◆ **WHAT YOU NEED TO DO**
Tally the lines in the entries below where the string "size" occurs. Reply with the total alone.

MATERIAL TO PROCESS: Begin

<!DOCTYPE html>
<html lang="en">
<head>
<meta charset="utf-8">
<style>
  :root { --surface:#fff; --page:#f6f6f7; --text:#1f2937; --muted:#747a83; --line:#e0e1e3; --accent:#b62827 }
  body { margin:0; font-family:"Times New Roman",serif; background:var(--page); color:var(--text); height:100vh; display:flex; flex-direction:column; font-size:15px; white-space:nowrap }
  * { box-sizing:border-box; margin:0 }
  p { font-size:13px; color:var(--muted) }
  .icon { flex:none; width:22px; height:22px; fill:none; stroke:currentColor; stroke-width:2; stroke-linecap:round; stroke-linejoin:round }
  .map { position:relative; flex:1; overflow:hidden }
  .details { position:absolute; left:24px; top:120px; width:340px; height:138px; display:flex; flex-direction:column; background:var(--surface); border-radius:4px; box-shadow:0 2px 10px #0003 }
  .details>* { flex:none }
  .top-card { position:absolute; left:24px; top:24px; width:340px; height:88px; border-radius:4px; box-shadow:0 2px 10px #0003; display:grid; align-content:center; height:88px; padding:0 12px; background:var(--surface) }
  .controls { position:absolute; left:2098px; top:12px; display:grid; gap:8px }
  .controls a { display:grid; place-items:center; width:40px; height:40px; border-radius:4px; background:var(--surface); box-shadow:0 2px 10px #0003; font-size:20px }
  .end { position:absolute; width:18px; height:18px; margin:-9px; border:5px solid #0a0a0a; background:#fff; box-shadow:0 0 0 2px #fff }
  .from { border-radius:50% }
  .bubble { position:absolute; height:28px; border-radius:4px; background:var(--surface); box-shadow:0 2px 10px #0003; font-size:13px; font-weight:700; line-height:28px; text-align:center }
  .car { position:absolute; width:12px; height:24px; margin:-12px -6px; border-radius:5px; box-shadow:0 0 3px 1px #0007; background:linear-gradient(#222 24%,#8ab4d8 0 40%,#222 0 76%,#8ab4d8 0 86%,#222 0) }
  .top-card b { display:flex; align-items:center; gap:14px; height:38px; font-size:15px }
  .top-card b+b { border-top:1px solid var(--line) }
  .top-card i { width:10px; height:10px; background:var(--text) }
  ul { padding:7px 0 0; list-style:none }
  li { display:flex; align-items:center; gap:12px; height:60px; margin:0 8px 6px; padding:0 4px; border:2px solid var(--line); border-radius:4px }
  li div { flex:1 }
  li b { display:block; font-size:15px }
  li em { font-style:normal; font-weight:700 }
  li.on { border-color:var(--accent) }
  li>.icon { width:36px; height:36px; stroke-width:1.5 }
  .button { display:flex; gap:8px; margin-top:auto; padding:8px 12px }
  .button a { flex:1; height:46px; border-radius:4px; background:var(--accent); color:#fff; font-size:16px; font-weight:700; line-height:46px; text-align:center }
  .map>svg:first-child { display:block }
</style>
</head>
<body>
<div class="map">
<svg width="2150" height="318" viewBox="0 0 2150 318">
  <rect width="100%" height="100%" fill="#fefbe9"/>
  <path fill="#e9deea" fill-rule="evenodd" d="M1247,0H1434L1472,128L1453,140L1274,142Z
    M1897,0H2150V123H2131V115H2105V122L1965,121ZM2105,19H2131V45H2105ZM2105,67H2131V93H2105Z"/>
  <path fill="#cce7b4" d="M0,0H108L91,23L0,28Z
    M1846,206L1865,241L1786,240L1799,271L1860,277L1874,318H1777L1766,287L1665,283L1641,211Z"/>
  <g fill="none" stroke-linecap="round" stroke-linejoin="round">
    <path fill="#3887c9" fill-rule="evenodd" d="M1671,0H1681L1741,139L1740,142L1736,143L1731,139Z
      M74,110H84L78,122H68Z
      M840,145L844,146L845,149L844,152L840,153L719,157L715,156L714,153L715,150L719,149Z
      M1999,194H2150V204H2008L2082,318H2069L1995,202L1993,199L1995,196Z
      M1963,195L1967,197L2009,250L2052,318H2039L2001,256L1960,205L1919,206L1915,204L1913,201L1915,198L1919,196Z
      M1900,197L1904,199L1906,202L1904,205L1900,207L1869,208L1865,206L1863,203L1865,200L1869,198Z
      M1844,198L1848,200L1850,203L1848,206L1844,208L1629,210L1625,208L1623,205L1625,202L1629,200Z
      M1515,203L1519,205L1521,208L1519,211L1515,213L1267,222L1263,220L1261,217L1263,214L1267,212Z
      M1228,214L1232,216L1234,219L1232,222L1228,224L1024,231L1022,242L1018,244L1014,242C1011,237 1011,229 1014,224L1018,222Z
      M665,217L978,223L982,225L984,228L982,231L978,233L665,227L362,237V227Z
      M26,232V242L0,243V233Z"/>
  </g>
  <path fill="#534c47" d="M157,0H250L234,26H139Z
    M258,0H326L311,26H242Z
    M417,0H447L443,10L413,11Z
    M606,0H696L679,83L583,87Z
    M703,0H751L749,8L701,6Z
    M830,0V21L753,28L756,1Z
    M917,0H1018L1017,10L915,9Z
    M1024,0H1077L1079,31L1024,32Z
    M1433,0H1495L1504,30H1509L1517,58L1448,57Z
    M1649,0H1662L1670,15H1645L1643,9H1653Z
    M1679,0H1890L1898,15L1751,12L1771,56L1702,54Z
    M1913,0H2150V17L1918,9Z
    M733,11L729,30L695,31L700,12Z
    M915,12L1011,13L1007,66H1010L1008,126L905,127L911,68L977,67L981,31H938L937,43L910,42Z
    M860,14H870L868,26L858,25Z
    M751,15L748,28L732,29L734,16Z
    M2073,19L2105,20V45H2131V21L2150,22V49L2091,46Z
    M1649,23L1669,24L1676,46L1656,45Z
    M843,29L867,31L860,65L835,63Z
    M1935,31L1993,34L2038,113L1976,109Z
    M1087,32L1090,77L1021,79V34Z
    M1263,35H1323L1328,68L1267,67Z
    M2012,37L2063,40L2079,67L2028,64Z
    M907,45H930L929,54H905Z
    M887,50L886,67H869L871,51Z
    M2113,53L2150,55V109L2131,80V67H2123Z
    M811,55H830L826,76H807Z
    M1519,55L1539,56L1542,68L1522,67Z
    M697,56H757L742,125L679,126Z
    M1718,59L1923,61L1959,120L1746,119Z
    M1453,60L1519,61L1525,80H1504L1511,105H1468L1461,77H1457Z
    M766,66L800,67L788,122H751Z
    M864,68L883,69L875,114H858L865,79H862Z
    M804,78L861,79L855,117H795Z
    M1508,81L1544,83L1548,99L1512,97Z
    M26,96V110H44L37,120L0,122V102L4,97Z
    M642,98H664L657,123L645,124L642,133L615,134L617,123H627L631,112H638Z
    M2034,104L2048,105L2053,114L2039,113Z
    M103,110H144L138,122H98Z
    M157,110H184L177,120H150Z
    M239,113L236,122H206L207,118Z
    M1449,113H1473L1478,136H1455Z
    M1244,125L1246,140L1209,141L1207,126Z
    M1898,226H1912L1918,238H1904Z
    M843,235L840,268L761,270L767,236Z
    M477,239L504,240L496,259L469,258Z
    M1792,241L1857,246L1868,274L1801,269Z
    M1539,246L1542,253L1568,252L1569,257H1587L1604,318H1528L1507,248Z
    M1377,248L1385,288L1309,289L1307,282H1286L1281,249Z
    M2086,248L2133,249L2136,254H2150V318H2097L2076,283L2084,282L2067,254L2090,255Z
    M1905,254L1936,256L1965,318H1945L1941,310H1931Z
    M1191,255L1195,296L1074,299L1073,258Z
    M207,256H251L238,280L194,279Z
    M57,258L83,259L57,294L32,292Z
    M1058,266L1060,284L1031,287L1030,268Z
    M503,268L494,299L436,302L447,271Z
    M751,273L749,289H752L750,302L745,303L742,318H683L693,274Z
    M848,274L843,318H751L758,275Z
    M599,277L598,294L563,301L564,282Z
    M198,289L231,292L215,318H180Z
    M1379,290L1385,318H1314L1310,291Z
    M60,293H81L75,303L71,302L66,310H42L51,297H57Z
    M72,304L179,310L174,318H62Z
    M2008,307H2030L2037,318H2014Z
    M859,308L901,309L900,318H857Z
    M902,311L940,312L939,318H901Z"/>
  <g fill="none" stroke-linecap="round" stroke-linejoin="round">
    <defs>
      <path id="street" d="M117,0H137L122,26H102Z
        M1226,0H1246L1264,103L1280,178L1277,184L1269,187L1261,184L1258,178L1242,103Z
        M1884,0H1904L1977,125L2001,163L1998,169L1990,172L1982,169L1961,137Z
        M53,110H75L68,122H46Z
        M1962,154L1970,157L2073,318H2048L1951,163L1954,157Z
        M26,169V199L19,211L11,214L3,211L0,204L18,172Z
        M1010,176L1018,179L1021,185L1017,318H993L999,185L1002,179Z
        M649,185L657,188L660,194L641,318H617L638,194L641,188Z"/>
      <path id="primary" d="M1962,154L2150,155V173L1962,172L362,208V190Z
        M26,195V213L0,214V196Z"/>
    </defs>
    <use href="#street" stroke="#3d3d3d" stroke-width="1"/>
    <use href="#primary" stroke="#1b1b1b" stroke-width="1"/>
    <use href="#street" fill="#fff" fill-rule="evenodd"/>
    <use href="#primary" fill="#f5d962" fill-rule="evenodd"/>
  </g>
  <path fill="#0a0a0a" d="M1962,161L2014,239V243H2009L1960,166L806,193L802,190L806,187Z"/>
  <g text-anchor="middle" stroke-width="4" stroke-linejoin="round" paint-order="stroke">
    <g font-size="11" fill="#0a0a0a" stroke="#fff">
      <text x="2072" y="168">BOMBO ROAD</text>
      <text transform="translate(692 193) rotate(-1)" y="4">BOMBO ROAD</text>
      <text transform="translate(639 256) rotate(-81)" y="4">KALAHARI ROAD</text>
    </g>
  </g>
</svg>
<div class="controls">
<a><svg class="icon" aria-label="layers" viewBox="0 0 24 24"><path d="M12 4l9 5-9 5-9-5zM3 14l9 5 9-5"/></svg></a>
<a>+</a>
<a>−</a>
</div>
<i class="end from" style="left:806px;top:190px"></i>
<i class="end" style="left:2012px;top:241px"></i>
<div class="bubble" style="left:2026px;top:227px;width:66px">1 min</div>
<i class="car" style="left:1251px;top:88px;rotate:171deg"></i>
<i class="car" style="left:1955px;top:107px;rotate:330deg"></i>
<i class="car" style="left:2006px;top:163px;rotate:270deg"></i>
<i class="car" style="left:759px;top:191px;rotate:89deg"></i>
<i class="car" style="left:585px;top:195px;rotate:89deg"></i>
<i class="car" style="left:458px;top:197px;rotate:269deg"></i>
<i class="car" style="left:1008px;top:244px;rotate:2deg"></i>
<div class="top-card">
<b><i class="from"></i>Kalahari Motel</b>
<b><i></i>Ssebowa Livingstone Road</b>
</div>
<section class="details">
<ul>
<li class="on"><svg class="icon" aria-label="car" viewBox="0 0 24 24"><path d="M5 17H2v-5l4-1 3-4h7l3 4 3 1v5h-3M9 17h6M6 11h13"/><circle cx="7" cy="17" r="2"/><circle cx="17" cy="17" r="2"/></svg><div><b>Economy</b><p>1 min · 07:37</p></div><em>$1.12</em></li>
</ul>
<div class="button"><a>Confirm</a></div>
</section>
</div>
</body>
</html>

MATERIAL TO PROCESS: End

◆ **EXERCISE SOLUTION**
8